[comp.arch] 64 bit sparc chip sets

joel@Solbourne.COM (Joel Boney) (10/26/90)

>>
>> (richard oxbrow) writes:
>> 
>> | 	[The blurb that i am currently looking at says that it has an
>> | 	8k cache on board (6k instruction and 2k data).]
>> 
>>   Okay, someone enlighten me, why that mix of cache.

I missed the original mail, but I assume the question above pertained to
the KAP chip that is in the new S4000 SPARC desktop from Solbourne.
Below is my attemp to "enlighten" you why we picked these cache sizes.

There are several basic reasons why this is a good choice of cache
sizes for this chip:

  1. RISC chips make many more instruction accesses than they make
     data accesses. This is especially true for the SPARC architrecture
     due to the large number of on-chip registers (register windows).
     We have long data traces of segments of the SPECmarks (including
     OS activity) that indicate the percentages for integer code looks
     something like this:

	I-fetch    = 82%
	Data Read  = 12%
	Data Write = 6%

     Published data for CISC machines indicate their ratio to be as high
     as 50% I-fetch and 50% data accesses.

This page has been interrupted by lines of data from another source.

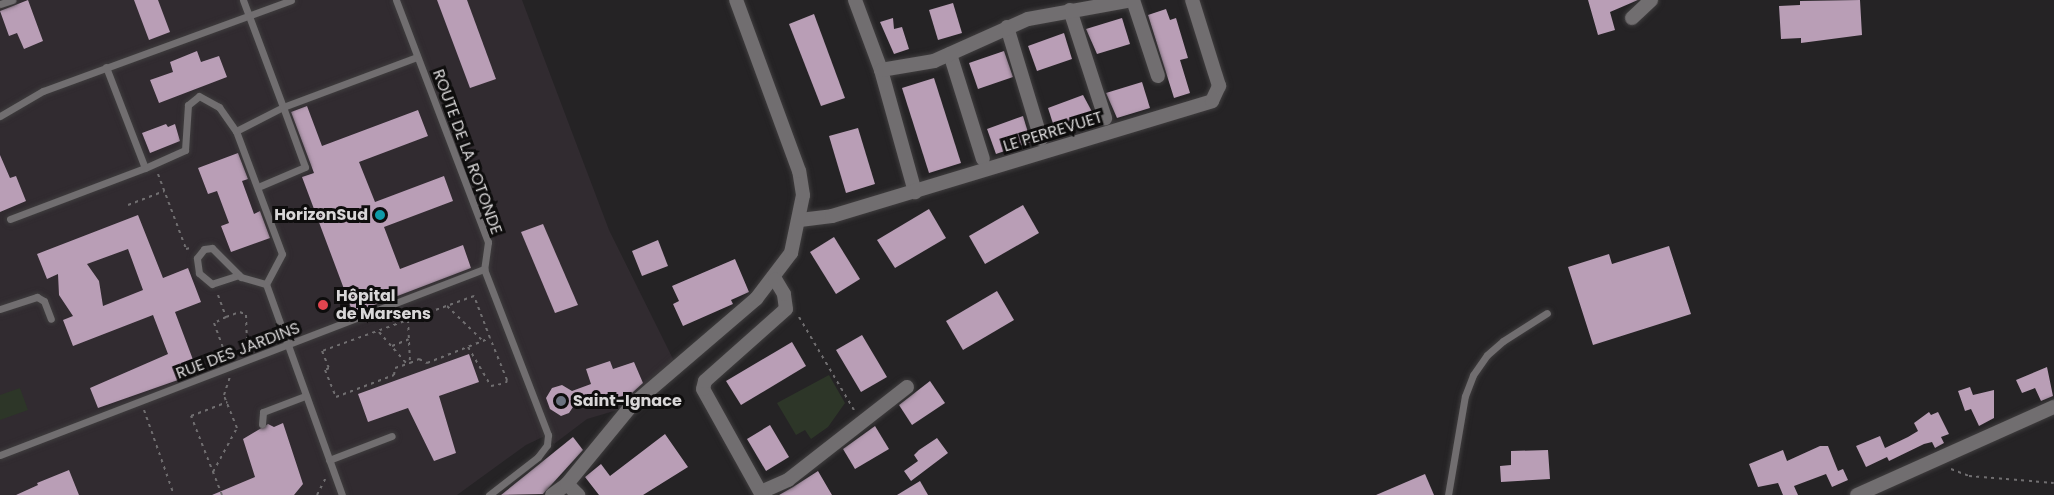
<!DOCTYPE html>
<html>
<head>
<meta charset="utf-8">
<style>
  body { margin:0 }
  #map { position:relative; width:2054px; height:495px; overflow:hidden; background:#252325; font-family:Poppins,sans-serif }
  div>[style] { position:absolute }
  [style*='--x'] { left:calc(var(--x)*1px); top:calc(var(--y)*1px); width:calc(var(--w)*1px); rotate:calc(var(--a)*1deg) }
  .built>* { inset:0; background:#312b30 }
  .green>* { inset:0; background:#2d3628 }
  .building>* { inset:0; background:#b99eb6 }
  .path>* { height:2px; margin-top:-1px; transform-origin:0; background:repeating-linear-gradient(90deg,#706e70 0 3px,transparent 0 7.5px) }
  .roads { filter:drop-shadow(0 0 2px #3f3d3e) drop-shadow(0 0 2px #3f3d3e) }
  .service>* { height:7px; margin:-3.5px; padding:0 3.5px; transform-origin:3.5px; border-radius:3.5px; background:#716e70 }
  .minor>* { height:14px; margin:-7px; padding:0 7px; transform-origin:7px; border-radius:7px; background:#716e70 }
  .dots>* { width:16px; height:16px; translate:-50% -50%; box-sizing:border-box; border:3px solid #0e0d0d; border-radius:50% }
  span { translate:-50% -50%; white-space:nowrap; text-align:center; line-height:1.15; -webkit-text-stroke:6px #0e0d0d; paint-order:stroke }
  .street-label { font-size:16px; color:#d9d7d8 }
  .poi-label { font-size:16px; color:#d9d7d8; font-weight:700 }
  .right { translate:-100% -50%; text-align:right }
  .left { translate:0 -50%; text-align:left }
</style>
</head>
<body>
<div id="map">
  <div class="built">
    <i style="clip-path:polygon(0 0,522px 0,609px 230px,676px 365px,631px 406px,587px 419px,554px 444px,547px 435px,526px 445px,457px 495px,0 495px)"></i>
  </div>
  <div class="green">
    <i style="clip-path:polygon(829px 375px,845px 403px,828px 427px,811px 439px,805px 430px,796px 435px,777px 403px)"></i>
    <i style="clip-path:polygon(20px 388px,28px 410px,0 420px,0 395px)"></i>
  </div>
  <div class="building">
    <i style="clip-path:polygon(28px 0,43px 41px,24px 49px,17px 33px,9px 36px,0 11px)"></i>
    <i style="clip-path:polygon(134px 0,158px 0,170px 32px,149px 40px)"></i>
    <i style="clip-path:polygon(437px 0,467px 0,496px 79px,470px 88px)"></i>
    <i style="clip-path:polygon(1588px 0,1638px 0,1610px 12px,1615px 30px,1598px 35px)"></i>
    <i style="clip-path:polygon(1860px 0,1862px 35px,1801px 43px,1801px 38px,1781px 39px,1779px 6px,1800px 5px,1800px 1px)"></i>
    <i style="clip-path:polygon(953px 3px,962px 33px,938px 40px,929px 10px)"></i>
    <i style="clip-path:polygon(1166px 9px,1170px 20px,1176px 18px,1188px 58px,1180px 60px,1190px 93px,1174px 98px,1148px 15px)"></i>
    <i style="clip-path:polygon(814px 14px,845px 98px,821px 106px,789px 24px)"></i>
    <i style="clip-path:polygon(893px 18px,894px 29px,902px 27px,909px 49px,894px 54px,880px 22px)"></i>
    <i style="clip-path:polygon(1122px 18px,1130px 44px,1097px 54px,1086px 29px)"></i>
    <i style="clip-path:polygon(1064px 33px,1072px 59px,1037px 71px,1028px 46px)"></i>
    <i style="clip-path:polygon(197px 51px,201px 62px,219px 56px,227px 77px,159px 103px,150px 80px,173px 72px,170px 62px)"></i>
    <i style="clip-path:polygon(1004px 51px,1013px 77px,978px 89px,969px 63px)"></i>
    <i style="clip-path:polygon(934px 78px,961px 163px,929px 173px,902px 88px)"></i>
    <i style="clip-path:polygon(1142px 82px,1150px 108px,1117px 118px,1106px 93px)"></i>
    <i style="clip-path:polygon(1083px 95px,1096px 119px,1056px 133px,1048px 108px)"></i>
    <i style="clip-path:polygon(307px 106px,322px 146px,418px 110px,428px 136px,359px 162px,375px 202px,444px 176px,453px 201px,384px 227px,400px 269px,463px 245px,471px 268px,353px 313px,302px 177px,314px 173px,291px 112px)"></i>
    <i style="clip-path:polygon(1023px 116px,1031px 142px,996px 154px,987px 129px)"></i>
    <i style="clip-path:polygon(166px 124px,168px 127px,175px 124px,180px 141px,150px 153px,142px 133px)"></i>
    <i style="clip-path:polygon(858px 128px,875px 184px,846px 193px,829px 136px)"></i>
    <i style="clip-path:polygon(238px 153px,248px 179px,242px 181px,254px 214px,260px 211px,270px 238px,231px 252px,221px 226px,229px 223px,217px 191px,208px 194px,198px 168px)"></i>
    <i style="clip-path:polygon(0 155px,10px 178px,16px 176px,26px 201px,0 212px)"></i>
    <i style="clip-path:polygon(1023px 205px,1039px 233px,985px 264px,969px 236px)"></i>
    <i style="clip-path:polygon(929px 209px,946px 238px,895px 268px,877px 240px)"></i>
    <i style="clip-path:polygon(evenodd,138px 215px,163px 278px,188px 268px,201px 302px,175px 312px,198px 373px,98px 408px,90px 388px,168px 354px,153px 315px,73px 346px,63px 320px,73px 316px,59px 295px,58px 274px,47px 279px,37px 254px,138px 215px,128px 249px,143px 290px,103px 306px,99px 281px,87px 264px,128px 249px)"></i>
    <i style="clip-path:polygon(543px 224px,578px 305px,555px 313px,521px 232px)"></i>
    <i style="clip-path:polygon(834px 237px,860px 279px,836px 294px,810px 252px)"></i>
    <i style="clip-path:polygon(658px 240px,668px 266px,642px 276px,632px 251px)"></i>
    <i style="clip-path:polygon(1669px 246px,1691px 314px,1593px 345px,1568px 267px,1609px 254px,1612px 264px)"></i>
    <i style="clip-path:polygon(735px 259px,749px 292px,731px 300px,733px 304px,683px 326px,673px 304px,679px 301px,672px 286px)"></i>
    <i style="clip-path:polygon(997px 291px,1014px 320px,963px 350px,946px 321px)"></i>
    <i style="clip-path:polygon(862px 335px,887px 377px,861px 392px,836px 350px)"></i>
    <i style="clip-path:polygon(792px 342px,806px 366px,741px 405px,726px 381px)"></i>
    <i style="clip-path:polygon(469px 354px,479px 382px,439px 396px,456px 453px,434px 461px,408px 408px,368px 422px,358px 394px)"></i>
    <i style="clip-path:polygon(610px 361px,613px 369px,634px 362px,643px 383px,632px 393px,596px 404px,594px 398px,575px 404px,569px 413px,561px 416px,550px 409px,546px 398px,552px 388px,562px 385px,572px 391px,591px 384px,586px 369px)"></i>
    <i style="clip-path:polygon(2047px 367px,2053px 396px,2041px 401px,2035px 388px,2022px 393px,2016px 380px)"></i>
    <i style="clip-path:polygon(930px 381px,945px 403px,912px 425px,899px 405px)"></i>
    <i style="clip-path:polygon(1970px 387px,1973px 395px,1994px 390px,1994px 418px,1979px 426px,1971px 409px,1965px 411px,1958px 391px)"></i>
    <i style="clip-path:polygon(1929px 412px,1931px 415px,1938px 412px,1949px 434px,1941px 437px,1944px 443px,1935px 448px,1932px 442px,1924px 444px,1889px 461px,1887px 457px,1866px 467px,1856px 446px,1880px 436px,1885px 448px,1908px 437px,1918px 431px,1914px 423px)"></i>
    <i style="clip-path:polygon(283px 423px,303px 484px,294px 495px,212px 495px,255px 477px,243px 439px,268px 424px,274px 427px)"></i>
    <i style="clip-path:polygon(770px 425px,789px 457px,766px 471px,747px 439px)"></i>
    <i style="clip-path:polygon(875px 426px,889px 449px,855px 469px,843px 449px)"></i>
    <i style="clip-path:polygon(665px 434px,688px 467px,643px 495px,599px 495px,585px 477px,601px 464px,610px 476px)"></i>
    <i style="clip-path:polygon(573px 437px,583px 450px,543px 494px,501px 495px)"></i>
    <i style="clip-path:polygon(937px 438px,948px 453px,911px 481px,904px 471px,918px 461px,914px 455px,919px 450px)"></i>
    <i style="clip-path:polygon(1820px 446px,1828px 446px,1838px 471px,1843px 469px,1848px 480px,1832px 487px,1826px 474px,1794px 486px,1798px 495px,1783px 495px,1778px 483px,1758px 487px,1749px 464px,1783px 450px,1787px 461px)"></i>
    <i style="clip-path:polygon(1548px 450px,1550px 479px,1501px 482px,1500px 466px,1511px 465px,1511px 451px)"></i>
    <i style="clip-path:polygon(69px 470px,79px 495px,16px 495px,38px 485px,37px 483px)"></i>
    <i style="clip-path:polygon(818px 471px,832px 495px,779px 495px,793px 487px)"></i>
    <i style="clip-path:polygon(1425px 474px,1434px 495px,1376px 495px)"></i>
    <i style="clip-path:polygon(920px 481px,928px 495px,897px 495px)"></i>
  </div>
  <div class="path">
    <i style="--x:158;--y:174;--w:80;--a:69.5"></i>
    <i style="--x:186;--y:249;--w:4;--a:-14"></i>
    <i style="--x:128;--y:205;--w:39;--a:-21"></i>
    <i style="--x:218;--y:295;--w:23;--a:70"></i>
    <i style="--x:226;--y:317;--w:13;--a:153"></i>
    <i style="--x:214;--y:323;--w:37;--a:70"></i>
    <i style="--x:447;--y:306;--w:50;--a:44.2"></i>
    <i style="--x:226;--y:317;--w:15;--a:-20"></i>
    <i style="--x:240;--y:312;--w:7;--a:27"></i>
    <i style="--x:246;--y:315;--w:33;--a:88"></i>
    <i style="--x:799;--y:317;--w:108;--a:59.4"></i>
    <i style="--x:408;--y:320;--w:43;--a:87.3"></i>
    <i style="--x:379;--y:332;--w:43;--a:48.8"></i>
    <i style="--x:392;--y:346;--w:18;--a:-22"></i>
    <i style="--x:468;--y:347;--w:45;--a:59.5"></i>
    <i style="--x:491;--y:386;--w:15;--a:-11"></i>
    <i style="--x:506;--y:383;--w:3;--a:-72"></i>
    <i style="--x:507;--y:380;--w:45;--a:-112"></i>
    <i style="--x:490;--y:338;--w:45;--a:-110.9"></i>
    <i style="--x:474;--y:296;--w:162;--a:160.1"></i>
    <i style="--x:322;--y:351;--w:18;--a:68"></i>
    <i style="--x:329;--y:368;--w:4;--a:153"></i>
    <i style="--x:325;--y:370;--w:29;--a:68"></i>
    <i style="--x:336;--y:397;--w:62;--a:-20.8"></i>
    <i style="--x:394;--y:375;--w:7;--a:-82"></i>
    <i style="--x:395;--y:368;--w:16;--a:-18"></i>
    <i style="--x:410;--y:363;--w:10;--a:-24"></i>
    <i style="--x:419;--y:359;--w:9;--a:27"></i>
    <i style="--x:427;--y:363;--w:68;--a:-21.6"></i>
    <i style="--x:144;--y:410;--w:90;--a:70.6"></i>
    <i style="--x:1951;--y:469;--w:19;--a:21"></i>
    <i style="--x:1969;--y:476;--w:85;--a:4.7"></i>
    <i style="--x:213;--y:472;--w:50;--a:-61.4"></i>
    <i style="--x:237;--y:428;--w:35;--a:-112"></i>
    <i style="--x:224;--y:395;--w:19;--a:-72"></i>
    <i style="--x:222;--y:495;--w:85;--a:-111.4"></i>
    <i style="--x:191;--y:416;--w:39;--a:-21"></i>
    <i style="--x:317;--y:495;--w:18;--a:-63"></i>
  </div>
  <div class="roads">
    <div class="service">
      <i style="--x:243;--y:0;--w:114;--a:69.5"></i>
      <i style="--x:283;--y:107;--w:53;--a:152.9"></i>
      <i style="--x:236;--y:131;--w:131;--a:69.5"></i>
      <i style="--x:282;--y:254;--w:34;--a:118"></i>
      <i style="--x:266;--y:284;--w:224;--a:70.2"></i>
      <i style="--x:396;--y:0;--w:259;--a:69.2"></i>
      <i style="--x:488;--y:242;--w:27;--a:98"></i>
      <i style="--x:484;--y:269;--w:178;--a:68.9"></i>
      <i style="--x:548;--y:435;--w:10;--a:96"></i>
      <i style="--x:547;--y:445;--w:15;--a:127"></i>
      <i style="--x:538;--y:457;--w:62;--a:142.2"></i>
      <i style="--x:0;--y:4;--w:13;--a:-18"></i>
      <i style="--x:106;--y:67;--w:108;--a:68.9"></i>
      <i style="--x:145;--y:168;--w:44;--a:-24.2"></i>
      <i style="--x:185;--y:150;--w:45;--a:-86.2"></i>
      <i style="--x:188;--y:105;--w:14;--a:-39"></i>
      <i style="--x:199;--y:96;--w:23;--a:29"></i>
      <i style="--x:219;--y:107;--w:29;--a:55"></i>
      <i style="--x:0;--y:116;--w:50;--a:-30.2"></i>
      <i style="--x:43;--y:91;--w:264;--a:-20.1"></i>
      <i style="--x:258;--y:187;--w:51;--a:-23.1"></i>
      <i style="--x:305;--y:167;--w:64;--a:-110.1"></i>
      <i style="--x:283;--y:107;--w:143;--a:-20.5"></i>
      <i style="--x:10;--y:219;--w:144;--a:-20.7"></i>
      <i style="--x:239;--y:275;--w:28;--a:162"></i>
      <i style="--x:212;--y:284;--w:17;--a:-140"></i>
      <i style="--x:199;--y:273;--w:15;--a:-98"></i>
      <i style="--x:197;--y:258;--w:11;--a:-52"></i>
      <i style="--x:204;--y:249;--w:8;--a:-7"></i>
      <i style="--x:212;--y:248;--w:41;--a:45"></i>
      <i style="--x:241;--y:277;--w:26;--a:16"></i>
      <i style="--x:0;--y:309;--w:39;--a:-18"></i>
      <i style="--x:37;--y:297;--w:8;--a:30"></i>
      <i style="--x:44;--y:301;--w:19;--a:69"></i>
      <i style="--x:262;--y:424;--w:12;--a:-85"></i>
      <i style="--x:263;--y:412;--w:45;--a:-20.9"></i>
      <i style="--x:0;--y:455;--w:519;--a:-21.02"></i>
      <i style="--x:329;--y:460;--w:67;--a:-20.9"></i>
      <i style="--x:1448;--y:495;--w:100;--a:-80.3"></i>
      <i style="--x:1465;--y:396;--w:22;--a:-69"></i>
      <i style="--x:1473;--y:375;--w:24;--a:-55"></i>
      <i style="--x:1487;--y:355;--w:21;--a:-41"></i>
      <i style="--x:1503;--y:341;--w:52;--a:-32.5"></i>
    </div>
    <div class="minor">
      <i style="--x:855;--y:0;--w:75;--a:69.6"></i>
      <i style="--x:881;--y:70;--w:127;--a:74.4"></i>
      <i style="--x:1070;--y:10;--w:114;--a:72"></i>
      <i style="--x:1632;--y:18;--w:26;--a:-43"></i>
      <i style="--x:1007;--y:27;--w:117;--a:73.1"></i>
      <i style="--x:950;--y:54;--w:110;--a:72.6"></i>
      <i style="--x:881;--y:70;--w:54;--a:-9.6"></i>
      <i style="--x:934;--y:61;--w:103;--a:-24.1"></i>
      <i style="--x:1028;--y:19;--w:107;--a:-10.3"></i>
      <i style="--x:1133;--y:0;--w:80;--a:71.8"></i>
      <i style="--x:800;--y:220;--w:32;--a:-7"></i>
      <i style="--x:832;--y:216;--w:397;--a:-16.8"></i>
      <i style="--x:1212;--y:101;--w:17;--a:-65"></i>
      <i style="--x:1219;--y:86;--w:90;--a:-107.4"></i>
      <i style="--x:567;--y:484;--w:16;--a:45"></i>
      <i style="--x:761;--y:492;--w:30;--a:-24"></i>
      <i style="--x:788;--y:480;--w:151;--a:-38"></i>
      <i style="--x:552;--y:495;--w:19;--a:-36"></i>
      <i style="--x:567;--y:484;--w:101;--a:-50.6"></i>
      <i style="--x:631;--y:406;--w:165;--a:-40.6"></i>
      <i style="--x:756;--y:299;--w:58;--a:-52.7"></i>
      <i style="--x:791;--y:253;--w:59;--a:-78.3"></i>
      <i style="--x:803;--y:195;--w:24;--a:-99"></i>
      <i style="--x:799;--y:171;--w:182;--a:-110.2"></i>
      <i style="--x:762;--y:495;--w:121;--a:-119.1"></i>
      <i style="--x:703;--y:389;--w:8;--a:-76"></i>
      <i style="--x:705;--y:381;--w:108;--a:-41.6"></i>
      <i style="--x:786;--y:309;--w:15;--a:-98"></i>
      <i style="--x:784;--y:294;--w:17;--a:-121"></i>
      <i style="--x:1857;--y:495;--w:216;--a:-24.1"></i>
    </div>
  </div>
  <div class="dots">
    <i style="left:380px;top:215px;background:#0f9aa8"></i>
    <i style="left:323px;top:305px;background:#e0444e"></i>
    <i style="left:561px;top:401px;background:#6b7280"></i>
  </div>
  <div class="street-label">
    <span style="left:1053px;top:132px;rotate:-17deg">LE PERREVUET</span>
    <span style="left:467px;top:152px;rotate:70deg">ROUTE DE LA ROTONDE</span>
    <span style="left:238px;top:351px;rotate:-21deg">RUE DES JARDINS</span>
  </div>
  <div class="poi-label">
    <span class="right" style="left:368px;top:215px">HorizonSud</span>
    <span class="left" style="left:336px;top:305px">Hôpital<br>de Marsens</span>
    <span class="left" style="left:573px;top:401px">Saint-Ignace</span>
  </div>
</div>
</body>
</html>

  2. RISC machines need 1 or more new instructions per clock to keep
     the pipelines flowing.

  3. The time it takes to load/store a cache line from/to memory can
     vary depending on the type of access and the cache line sizes.
     For the S4000 the I-cache line size is 32 bytes and the D-cache
     line size is 8 bytes. Therefore an instruction cache miss takes
     more time to refill the cache line than a data cache miss. 
  
A simple example might be the best justification for our choices:

Given the above percentages of access types and assuming a cache hit
takes 1 clock, then the average number of clocks per access is:

  avg_clocks = .82*((ihit*1)  + ((1.0-ihit) *instr_access_clocks)) +
               .12*((drhit*1) + ((1.0-drhit)*data_read_access_clocks)) +
               .06*((dwhit*1) + ((1.0-dwhit)*data_write_access_clocks)) 

          where:
	    ihit  = instruction cache hit rate
	    drhit = data cache hit rate for data reads
	    dwhit = data cache hit rate for data writes
	    ...access_clocks = number of clocks to complete the access 
                               for a cache miss


  Now all we need to calculate the average clocks per access is the 
  hit rates and the time it takes to complete accesses that miss in 
  the caches. The following miss rates were actually measured on some 
  long traces. The miss access times are representative of a desktop system. 
  (NOTE: These are not the actual access times of the S4000 as I feel 
  this is proprietary information.) The 2K and 4K caches are 2 way set
  associative and the 6K cache is 3 way set associative. The 
  instruction caches have 32 byte line sizes and the data caches have
  8 byte line sizes:

    ihit:   4K = .958    instr_access_clocks = 22 
            6K = .968

    drhit:  2K = .853    data_read_access_clocks = 10
	    4K = .888

    dwhit:  2k = .747    data_write_access_clocks = 8
            4K = .787

  So now lets calculate the average number of clocks per access.

  4K-ICache/4K-DCache:

    avg_clocks = .82*(.958 + .042*22) +
                 .18*(.888 + .112*10) +
                 .06*(.787 + .213*8)  =  2.05 clocks

  6K-ICache/2K-DCache:

    avg_clocks = .82*(.968 + .032*22) +
                 .18*(.853 + .147*10) +
                 .06*(.747 + .253*8)  =  1.96 clocks

So for the case of the S4000 the 6K/2K split is better than a 4K/4K
split. I suspect that if you were to do a similar analysis of a CISC 
machine (e.g., 68040) you would find that the optimal cache split would 
be 4K I-Cache/4K D-Cache due to the larger ratio  of data accesses to 
instruction accesses. The existence of second level caches might also 
change the mix. For example the IBM RS6000 has no first level data cache
but has a fast second level combined cache. 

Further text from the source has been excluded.